▶ **Your goal**
Provide the number of lines below containing the word "solid", without any other words.

(Stored data entries)
━━━━━━━━━━━━━━━━━━━━━━━━━━━━━━

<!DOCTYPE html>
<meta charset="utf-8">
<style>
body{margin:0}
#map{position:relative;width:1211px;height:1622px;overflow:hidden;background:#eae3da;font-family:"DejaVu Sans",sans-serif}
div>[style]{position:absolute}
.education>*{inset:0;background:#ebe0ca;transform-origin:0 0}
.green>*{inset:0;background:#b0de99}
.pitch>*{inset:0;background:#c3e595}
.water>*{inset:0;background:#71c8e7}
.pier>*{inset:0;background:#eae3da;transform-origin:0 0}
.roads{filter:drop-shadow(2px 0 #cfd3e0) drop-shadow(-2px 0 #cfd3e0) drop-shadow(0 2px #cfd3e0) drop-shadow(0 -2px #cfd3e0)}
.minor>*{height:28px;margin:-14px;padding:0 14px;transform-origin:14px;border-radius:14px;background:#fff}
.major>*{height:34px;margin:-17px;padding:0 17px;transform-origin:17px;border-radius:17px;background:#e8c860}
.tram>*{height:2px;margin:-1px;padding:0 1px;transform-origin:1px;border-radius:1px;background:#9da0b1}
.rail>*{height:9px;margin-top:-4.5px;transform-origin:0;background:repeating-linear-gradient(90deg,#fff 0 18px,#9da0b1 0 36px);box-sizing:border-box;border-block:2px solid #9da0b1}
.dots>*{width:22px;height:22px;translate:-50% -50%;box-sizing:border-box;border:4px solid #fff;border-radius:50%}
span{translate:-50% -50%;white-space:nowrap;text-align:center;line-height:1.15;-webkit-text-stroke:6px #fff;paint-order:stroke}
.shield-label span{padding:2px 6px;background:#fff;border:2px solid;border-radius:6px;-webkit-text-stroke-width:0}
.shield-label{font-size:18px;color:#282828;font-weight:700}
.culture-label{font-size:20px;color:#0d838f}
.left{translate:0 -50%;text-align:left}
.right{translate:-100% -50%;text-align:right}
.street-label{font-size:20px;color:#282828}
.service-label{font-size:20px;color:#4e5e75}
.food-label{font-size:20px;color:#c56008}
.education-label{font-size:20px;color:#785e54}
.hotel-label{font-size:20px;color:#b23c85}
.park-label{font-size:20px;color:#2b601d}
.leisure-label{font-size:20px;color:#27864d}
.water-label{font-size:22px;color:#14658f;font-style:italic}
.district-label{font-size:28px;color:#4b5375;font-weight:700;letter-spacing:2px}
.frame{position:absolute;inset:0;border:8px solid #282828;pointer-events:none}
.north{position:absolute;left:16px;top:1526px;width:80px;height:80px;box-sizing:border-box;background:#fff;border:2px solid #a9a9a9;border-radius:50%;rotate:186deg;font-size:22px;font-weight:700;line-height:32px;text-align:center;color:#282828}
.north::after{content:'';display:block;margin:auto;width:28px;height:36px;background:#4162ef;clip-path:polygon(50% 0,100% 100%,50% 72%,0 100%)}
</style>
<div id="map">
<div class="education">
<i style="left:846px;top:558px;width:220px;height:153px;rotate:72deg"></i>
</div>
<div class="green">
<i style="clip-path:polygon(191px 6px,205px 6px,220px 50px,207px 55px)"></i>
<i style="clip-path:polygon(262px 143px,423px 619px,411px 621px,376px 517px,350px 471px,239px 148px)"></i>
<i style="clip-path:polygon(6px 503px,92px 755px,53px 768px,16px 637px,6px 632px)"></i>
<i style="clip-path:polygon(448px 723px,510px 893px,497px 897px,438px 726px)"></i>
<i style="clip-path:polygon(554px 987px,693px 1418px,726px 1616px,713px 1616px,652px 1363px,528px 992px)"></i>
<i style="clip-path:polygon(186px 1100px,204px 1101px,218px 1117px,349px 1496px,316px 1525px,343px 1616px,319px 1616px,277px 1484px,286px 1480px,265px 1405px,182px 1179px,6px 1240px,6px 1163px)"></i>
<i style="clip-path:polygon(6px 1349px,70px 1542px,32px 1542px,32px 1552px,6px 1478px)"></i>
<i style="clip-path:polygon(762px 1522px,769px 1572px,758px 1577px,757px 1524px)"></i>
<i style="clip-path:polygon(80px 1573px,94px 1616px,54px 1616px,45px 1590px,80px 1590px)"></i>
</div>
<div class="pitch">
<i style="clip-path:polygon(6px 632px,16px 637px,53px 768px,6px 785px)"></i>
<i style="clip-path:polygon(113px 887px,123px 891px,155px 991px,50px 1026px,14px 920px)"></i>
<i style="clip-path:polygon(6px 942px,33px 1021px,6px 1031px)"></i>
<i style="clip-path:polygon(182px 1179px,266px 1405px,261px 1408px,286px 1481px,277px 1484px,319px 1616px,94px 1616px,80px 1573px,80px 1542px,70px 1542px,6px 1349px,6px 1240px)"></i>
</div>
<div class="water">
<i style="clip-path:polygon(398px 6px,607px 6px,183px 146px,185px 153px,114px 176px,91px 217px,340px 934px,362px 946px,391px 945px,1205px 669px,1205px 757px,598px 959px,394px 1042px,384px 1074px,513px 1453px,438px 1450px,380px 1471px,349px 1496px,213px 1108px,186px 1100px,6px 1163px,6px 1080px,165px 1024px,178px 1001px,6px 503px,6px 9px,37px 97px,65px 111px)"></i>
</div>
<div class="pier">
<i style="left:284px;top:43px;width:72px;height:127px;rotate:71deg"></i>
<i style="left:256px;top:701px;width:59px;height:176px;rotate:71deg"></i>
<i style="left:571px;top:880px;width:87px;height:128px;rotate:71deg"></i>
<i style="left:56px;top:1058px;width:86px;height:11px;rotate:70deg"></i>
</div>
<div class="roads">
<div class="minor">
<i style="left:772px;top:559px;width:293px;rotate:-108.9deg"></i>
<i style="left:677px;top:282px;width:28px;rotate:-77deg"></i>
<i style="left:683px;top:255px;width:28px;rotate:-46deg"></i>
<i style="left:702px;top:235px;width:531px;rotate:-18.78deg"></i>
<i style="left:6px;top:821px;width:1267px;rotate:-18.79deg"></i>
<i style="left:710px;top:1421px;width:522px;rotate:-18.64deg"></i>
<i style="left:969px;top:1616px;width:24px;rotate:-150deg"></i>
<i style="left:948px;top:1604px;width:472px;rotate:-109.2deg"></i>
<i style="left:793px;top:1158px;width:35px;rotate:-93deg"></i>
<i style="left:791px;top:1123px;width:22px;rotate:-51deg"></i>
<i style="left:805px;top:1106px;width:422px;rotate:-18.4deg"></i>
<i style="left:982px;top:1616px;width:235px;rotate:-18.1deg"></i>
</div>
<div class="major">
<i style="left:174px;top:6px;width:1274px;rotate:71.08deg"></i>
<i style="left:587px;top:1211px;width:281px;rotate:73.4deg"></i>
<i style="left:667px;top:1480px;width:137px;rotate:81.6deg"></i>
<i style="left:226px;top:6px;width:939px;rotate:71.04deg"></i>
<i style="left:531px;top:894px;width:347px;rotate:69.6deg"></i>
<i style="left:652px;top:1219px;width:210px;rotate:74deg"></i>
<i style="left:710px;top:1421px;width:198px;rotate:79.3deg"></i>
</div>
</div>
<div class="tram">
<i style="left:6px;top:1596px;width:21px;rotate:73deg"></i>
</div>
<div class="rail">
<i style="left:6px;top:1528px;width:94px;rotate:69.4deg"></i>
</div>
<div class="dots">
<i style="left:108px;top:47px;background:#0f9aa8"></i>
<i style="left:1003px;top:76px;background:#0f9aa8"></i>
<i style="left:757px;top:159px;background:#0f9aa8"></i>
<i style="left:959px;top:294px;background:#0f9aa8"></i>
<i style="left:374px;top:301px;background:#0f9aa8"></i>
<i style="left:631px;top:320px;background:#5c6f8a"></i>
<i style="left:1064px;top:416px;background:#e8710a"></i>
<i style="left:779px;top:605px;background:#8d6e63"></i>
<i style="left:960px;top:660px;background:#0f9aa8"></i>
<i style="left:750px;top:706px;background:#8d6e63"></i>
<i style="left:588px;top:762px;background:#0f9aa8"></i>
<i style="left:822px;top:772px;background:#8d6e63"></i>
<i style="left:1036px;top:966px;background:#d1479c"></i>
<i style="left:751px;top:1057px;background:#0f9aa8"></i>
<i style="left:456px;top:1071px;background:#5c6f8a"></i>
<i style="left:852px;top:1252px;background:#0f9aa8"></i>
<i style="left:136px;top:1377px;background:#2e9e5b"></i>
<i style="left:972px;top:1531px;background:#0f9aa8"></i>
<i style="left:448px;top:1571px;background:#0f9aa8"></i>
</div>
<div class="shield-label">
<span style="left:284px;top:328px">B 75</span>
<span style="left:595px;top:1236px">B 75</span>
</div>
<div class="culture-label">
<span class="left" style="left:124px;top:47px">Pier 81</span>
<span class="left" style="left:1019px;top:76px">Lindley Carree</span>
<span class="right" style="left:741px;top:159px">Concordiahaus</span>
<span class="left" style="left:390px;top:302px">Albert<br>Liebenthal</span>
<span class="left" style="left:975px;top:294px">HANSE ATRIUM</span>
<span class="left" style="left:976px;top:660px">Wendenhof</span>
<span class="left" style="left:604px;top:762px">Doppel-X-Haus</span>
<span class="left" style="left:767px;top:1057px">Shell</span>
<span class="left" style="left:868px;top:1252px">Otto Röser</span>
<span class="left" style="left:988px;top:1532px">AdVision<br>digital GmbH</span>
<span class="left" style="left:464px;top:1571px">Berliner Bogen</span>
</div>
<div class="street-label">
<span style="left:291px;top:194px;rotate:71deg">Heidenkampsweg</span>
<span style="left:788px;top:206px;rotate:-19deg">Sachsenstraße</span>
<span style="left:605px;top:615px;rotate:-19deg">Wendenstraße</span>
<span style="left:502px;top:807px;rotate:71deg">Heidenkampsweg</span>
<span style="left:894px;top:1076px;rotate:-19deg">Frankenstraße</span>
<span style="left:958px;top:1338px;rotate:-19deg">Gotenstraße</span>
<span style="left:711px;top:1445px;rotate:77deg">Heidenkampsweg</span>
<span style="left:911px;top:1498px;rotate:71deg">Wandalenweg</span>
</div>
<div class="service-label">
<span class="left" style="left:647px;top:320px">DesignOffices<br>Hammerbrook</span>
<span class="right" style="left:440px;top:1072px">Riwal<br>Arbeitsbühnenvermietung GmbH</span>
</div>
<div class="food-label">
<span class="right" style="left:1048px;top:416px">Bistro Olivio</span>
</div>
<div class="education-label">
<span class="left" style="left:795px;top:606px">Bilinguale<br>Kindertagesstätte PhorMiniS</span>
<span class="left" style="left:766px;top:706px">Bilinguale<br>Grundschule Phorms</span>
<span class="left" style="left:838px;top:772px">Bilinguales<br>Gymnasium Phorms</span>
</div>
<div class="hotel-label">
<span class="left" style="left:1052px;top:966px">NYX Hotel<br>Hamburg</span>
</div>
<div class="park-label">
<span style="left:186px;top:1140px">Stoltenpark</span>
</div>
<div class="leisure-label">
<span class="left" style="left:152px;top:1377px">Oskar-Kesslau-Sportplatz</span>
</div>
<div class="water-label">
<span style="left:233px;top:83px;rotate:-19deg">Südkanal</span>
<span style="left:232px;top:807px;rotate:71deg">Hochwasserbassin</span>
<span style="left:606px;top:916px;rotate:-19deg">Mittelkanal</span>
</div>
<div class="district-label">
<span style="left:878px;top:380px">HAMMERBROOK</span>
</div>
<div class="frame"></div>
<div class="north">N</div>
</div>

━━━━━━━━━━━━━━━━━━━━━━━━━━━━━━

▶ **Answer space**
5